Fred & Barbara’s Legacy

fred and barbara erb

Fred and Barbara Erb

Born February 11, 1923 in Detroit, MI, Fred attended Cranbrook School in Bloomfield Hills where he excelled in sports, music, science and math. Fred went on to study engineering at Cornell University. In 1942 he transferred to the University of Michigan where he met his wife Barbara.

With the onset of World War II, Fred joined the Army Enlisted Reserve and was called to active duty in June 1943. While stationed in Maryland he spent his weekends in New York City listening to jazz greats like Art Tatum, Billie Holiday and his favorite, Sidney Bechet, developing what would become a lifelong love of jazz.

After the war, Fred and Barbara married and Fred resumed his education at Michigan. Having decided that he wanted to be an entrepreneur, Fred transferred from engineering to business and earned his BBA degree with honors in 1947. Shortly after graduation, Fred went to work for his uncle’s lumber and coal business in Royal Oak. The day Fred began, he learned his uncle was leaving. He told Fred, You’re running the company now. Stunned, Fred took the helm. Starting with seven employees, one store, and sales approaching $170,000 (one third of which was coal), the next year the company’s sales rose to $300,000 and the following year to $1,000,000. By the 1970’s Erb Lumber became the largest lumber supplier in Michigan. When Fred sold the business in 1993, it was a multi-state enterprise covering 45 locations with 1,300 employees and generating $280 million in sales (none of which was coal). Fred was also active in real estate development, often lending money to new builders unable to access traditional financing — a further reflection of his entrepreneurial spirit.

Barbara Erb was born in Detroit, MI on April 17, 1924 as Barbara Jean Morley. Barbara grew up in Pleasant Ridge and graduated from Lincoln High School in Ferndale. As a young child, Barbara and her family spent their summers in Bayfield, Ontario, the lakeside community she cherished. It was her summers on the shores of Lake Huron that instilled in Barbara a lifelong love and respect for the Great Lakes and the natural environment, which would later influence her philanthropy.

Barbara attended the University of Michigan in Ann Arbor from 1942 to 1944 where she met Fred, her husband of 66 years, at a New Year’s Eve celebration. They were engaged a year later. While Fred was stationed Okinawa, Barbara worked as the secretary for the headmaster of Cranbrook School where she would type a letter to Fred every day.

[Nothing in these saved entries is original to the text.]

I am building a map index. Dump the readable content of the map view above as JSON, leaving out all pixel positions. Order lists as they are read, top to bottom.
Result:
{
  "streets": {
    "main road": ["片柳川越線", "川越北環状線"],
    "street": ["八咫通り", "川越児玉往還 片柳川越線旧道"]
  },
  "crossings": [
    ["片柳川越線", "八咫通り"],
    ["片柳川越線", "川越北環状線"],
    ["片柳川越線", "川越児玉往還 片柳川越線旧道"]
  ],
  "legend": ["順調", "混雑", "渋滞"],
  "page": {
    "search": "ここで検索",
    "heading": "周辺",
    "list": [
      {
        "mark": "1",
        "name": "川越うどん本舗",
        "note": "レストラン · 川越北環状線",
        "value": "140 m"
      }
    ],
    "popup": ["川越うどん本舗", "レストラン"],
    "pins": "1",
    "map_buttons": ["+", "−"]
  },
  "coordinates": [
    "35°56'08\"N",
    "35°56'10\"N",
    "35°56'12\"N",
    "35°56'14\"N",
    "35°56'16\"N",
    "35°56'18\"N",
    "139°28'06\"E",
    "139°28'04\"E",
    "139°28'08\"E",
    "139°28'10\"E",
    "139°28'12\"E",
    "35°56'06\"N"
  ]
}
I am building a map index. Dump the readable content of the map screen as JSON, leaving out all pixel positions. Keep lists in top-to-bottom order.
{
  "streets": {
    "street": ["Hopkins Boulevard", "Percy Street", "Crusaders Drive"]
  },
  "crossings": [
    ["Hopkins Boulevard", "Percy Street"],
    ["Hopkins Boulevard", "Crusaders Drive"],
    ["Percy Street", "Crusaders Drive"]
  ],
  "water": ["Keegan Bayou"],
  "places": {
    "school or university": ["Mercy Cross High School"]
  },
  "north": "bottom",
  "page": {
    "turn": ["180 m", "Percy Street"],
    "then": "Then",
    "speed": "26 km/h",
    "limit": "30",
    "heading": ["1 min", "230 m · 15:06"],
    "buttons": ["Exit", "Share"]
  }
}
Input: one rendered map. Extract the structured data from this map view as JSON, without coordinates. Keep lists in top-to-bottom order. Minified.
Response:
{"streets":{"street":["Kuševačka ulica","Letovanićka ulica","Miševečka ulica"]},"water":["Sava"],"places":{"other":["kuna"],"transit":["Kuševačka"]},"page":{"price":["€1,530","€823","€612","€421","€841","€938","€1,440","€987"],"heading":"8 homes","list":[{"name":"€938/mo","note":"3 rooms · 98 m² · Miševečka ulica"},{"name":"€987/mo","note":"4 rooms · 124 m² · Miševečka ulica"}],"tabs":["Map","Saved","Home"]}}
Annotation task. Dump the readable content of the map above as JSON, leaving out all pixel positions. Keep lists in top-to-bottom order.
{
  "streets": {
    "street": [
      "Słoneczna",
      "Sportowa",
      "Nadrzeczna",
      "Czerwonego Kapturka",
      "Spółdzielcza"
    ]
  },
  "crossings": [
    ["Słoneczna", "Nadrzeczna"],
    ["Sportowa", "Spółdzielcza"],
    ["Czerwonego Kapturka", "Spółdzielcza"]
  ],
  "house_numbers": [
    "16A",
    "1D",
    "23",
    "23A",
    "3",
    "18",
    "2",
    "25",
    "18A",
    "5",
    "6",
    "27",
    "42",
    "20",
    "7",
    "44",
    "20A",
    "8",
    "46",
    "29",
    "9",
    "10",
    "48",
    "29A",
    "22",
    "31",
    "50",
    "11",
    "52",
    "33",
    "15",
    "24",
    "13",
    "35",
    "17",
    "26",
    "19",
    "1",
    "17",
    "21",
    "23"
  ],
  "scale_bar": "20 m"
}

An early environmental activist, Barbara was an organic gardener committed to nutrition and wholesome eating and an environmentalist long before these issues became mainstream. She lectured on organic gardening, frequented the local farmers markets, took her recyclables to the DPW and was known in every health food store in town. Barbara also believed that travel broadened perspectives. As a young mother, she made sure her four children were exposed to
the natural beauty of Michigan and the U.S. through frequent trips to the Great Lakes and to more exotic environments, such as Kenya and the Galapagos Islands.

Always community minded, Barbara’s philanthropy included leadership roles with a broad array of organizations. After years of charitable giving, in 1996 Fred and Barbara made their largest gift ever to create the Frederick A. and Barbara M. Erb Institute for Global Sustainable Enterprise, a joint Master’s degree program between the University of Michigan’s Ross School of Business and School of Natural Resources and Environment. In 2007, as parents and grandparents with a concern for the environment and a love of the arts, Fred and Barbara established the Fred A. and Barbara M. Erb Family Foundation.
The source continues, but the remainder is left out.